#### Your goal
Scan the lines below for "rotate" and copy the matches.

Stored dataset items
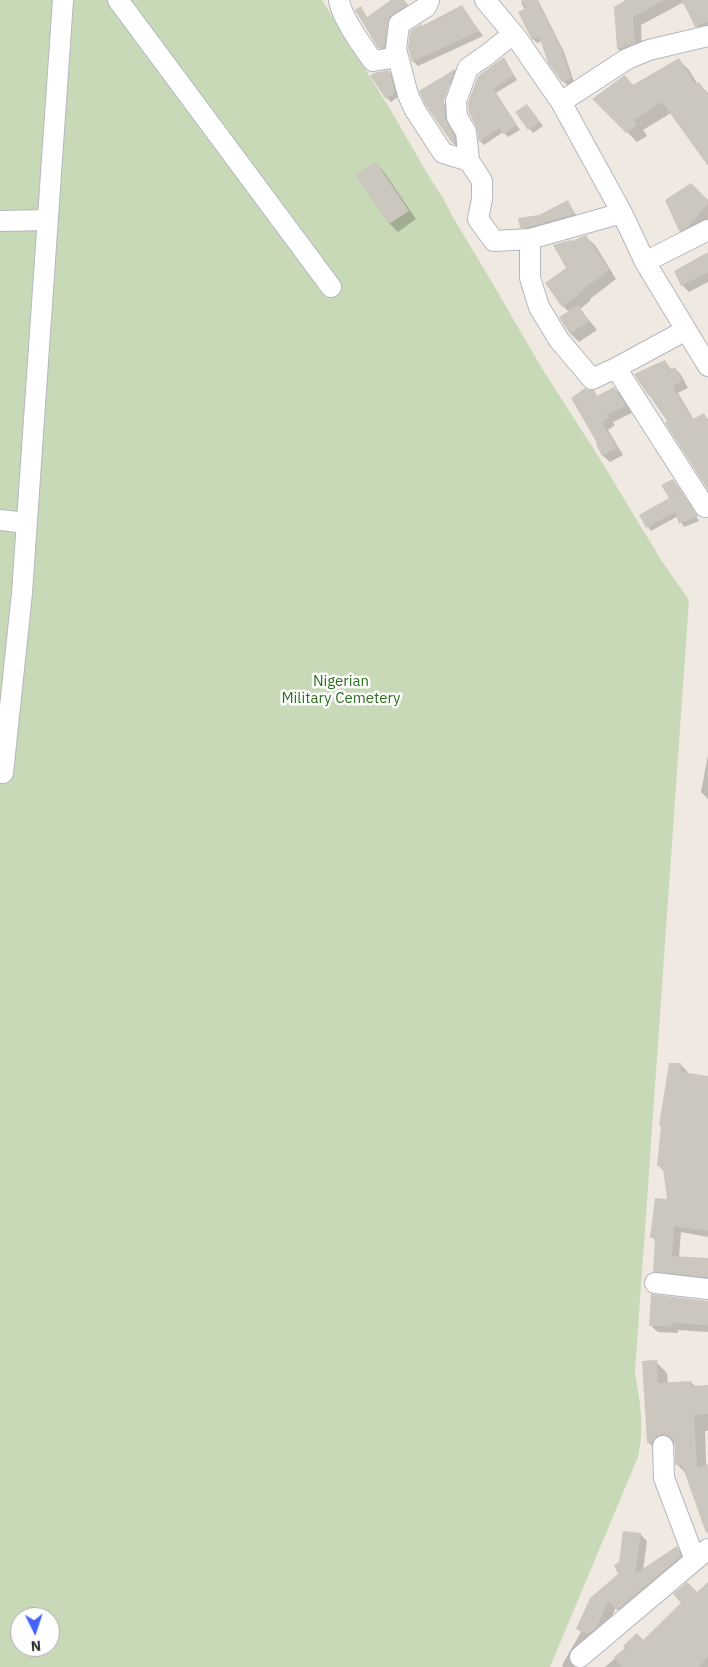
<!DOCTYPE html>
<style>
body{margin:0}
#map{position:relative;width:708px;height:1667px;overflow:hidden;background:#efe9e1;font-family:"IBM Plex Sans",sans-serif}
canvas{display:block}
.north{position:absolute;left:10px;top:1607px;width:50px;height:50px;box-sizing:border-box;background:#fff;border:1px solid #ababab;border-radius:50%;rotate:176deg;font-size:14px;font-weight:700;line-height:20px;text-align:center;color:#2e2e2e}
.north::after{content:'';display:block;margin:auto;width:18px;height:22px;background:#4264fb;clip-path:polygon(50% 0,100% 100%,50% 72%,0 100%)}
</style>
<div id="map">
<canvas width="708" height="1667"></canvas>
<div class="north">N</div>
</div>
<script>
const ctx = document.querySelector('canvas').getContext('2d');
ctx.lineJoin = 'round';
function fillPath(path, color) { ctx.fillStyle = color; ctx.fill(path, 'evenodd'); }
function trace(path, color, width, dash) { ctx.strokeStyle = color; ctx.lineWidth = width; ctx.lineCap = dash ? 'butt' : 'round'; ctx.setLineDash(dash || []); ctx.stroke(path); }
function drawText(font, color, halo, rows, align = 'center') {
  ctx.font = font + ' "IBM Plex Sans",sans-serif'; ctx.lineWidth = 5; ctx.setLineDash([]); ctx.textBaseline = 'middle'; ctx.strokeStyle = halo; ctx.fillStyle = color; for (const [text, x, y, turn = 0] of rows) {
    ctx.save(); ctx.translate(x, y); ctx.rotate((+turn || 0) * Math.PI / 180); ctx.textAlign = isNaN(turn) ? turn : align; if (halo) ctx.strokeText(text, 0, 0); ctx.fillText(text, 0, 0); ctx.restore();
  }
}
fillPath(new Path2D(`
 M0,0H322L390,109L427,173L443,198L454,219L490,279L543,370L595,451L663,563L689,600L635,1372C640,1404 645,1425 638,1457L550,1667H0ZM20,1617H50V1647H20Z`), '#c8d9b8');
fillPath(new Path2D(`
 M393,0H404L413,11L386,54L379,47Z
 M524,0H538L564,52L574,82L567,85L563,81L542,41L537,43L533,39L525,10L521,2Z
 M625,0H708V32L704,34L696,26L687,8L682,3L641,25L642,50L625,56L618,49Z
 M462,7L483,36L418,66L413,61L422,28Z
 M503,58L517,80L496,93L520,130L508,137L503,132L484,145L480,141L478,126Z
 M679,60L689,70L698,85L699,84L708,93V164L671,113L643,130L647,136L637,142L594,99L625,77L634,86Z
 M455,70L462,78L461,150L453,143L426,104L421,91ZM448,85H451L443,108L441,107Z
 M389,72L393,76L398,97L391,102L387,98Z
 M527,105L543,126L533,133L517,112Z
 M376,163L384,172L416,219L398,232L390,224Z
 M666,201L708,202V219L695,234L687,238L680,231Z
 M568,202L578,218L525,231L521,227Z
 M586,237L595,245L616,279L590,299L591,300L580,309L597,330L579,342L571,334L561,318L569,312L563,306L572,242Z
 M708,254V282L689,292L682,285Z
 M664,361L672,370L675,368L681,375L688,388L678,393L694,420L703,415L708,419V480L656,402L649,395Z
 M614,388L621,395L632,413L613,422L615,425L608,430L623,455L610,462L603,456L597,444L593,391L598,397Z
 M677,485L699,521L684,527L678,516L651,531L641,516L671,498Z
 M708,755V799L701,792Z
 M681,1065L688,1072V1075L708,1077V1237L681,1232L679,1257L708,1259V1283L661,1278L654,1271L656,1241L652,1237L668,1201L665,1172L659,1166Z
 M708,1302V1332L678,1330V1333L658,1332L650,1325Z
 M656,1362L667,1373L668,1384L691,1382L696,1387L708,1386V1431H705L708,1518L686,1474L677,1464L676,1445L667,1447L659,1453L648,1442Z
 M640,1534L647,1541L643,1570L677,1548L684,1555L687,1564L625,1617L616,1607L604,1635L576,1660L575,1667H563L562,1665L581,1632L578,1629L620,1574V1563Z
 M708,1584V1667H605L627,1648L643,1641Z`), '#0003');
fillPath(new Path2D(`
 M391,0H404L407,5L389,17L384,47L378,48L355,10L361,6L367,17Z
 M522,0H537L560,46L571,78L562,82L548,63L539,36L532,40L518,12L526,8Z
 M626,0H665L633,17L635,43L617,49L614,7Z
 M682,0H708V21L695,27Z
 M462,5L479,31L412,62L408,48L410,31L421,24L422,26Z
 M504,57L514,75L493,89L517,125L503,134L499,128L479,142L476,126L469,113L468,103L478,76Z
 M679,58L695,85L699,82L708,95V166L662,102L634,120L637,125L626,133L592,99L625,75L633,85Z
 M455,69L444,101L445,118L454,136L455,142L452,143L425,104L419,91Z
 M389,70L395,93L386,99L370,76L374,73Z
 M527,104L540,122L528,130L515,112Z
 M376,162L409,211L389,224L355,175Z
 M691,183L708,200V204L688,227L679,231L665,200Z
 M568,200L575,214L528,227L520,228L518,218L539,215Z
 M586,235L609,270L582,290L583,291L562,307L545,283L566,268L553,245L571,240L572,241Z
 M708,252V272L681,286L674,271Z
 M578,305L589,321L570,334L559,317Z
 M665,360L670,370L675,367L682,381L672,386L693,419L704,413L708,421V490L665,423L667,421L649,395H648L634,374Z
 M614,387L626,406L607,415L609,418L602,423L617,448L602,456L596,444L597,443L571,398L585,388L589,390H594L597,396Z
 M673,479L698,516L679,524L675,512L646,528L639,515L669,498L661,485Z
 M669,1063H681V1072L708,1076V1231L674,1226L672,1256L708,1258V1277L653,1272L655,1238H650L655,1198L667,1199L663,1168L657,1166L661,1126L659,1125Z
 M651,1294L708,1301V1325L671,1323V1326H649Z
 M657,1360L658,1383L691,1381L692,1386L708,1385V1414L694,1415L697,1468L708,1464V1532L706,1533L682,1465H675V1446L673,1439L668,1435L662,1434L656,1436L652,1442L647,1443L642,1361Z
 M623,1531L641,1533L635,1574L677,1546L681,1556L617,1610L608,1601L597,1627L588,1634L576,1629L590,1598L618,1574L614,1565L619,1562Z
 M687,1582L697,1592L708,1582V1656L699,1667H622L614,1657L625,1648L623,1646L637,1633L643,1640L681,1603L673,1594Z`), '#cbc7bf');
const minor = new Path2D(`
 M118,0L331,287
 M339,0C341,17 363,47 373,61L398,57
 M429,0L426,7L399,24L396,49L408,95L415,110L443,153L469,161
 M485,0L516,37L561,102L622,213L645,262L708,366
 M513,34L488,54L468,68L456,101L457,117L466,132L469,161L482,181V199L478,219L494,241L530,239
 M561,102L627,59L649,50L708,36
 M622,213L530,239V278L539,307L559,340L592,379L616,368L705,507L708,506
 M0,221L48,220
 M645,262L708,230
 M616,368L686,330
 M0,520L26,523
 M3,773L22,593L63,0
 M655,1283L708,1289
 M663,1446L664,1478L695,1560
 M580,1657L708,1549`);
trace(minor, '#b4b7c1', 22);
trace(minor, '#fff', 20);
drawText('15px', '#2c6e1b', '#fff', [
 ["Nigerian",341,682],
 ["Military Cemetery",341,699]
]);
</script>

#### Output
.north{position:absolute;left:10px;top:1607px;width:50px;height:50px;box-sizing:border-box;background:#fff;border:1px solid #ababab;border-radius:50%;rotate:176deg;font-size:14px;font-weight:700;line-height:20px;text-align:center;color:#2e2e2e}
    ctx.save(); ctx.translate(x, y); ctx.rotate((+turn || 0) * Math.PI / 180); ctx.textAlign = isNaN(turn) ? turn : align; if (halo) ctx.strokeText(text, 0, 0); ctx.fillText(text, 0, 0); ctx.restore();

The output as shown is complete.